Broccoli's original choice for the role of Domino Derval was Julie Christie following her performance in Billy Liar in 1963. Upon meeting her personally, he was disappointed and turned his attentions towards Raquel Welch after seeing her on the cover of the October 1964 issue of Life. Welch was hired by Richard Zanuck of 20th Century Fox to appear in the film Fantastic Voyage the same year, instead. Faye Dunaway was also considered for the role and came close to signing for the part. [17] Saltzman and Broccoli auditioned an extensive list of relatively unknown European actresses and models, including former Miss Italy Maria Grazia Buccella, Yvonne Monlaur of the Hammer horror films, and Gloria Paul. Eventually, former Miss France Claudine Auger was cast, and the script was rewritten to make her character French rather than Italian, although her lines were dubbed in the final cut by Nikki van der Zyl, who had voiced several previous Bond girls. Nevertheless, director Young cast her once again in his next film, Triple Cross (1966). One of the actresses who tried for Domino, Luciana Paluzzi, later accepted the role as the redheaded femme fatale assassin Fiona Kelly, who originally was intended by Maibaum to be Irish. The surname was changed to Volpe in co-ordination with Paluzzi's nationality. [17]

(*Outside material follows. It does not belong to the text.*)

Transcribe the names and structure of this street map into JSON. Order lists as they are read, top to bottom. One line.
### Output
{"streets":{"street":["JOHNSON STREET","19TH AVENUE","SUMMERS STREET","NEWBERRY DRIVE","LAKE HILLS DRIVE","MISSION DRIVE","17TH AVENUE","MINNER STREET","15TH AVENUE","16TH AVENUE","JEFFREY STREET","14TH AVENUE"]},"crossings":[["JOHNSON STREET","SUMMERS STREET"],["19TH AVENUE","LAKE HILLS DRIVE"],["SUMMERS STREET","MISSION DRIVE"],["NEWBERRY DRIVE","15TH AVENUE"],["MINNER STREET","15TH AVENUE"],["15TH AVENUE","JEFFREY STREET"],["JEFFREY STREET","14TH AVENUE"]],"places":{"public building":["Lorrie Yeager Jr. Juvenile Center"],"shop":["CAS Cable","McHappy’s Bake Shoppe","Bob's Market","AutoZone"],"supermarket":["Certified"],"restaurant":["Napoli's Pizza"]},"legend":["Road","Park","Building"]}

Guy Hamilton was invited to direct, but considered himself worn out and "creatively drained" after the production of Goldfinger . [5] Terence Young, director of the first two Bond films, returned to the series. Coincidentally, when Saltzman invited him to direct Dr. No , Young expressed interest in directing adaptations of Dr. No, From Russia with Love and Thunderball. Years later, Young said Thunderball was filmed "at the right time", [18] considering that if it was the first film in the series, the low budget (Dr. No cost only $1 million) would not have yielded good results. [18] Thunderball was the final James Bond film directed by Young.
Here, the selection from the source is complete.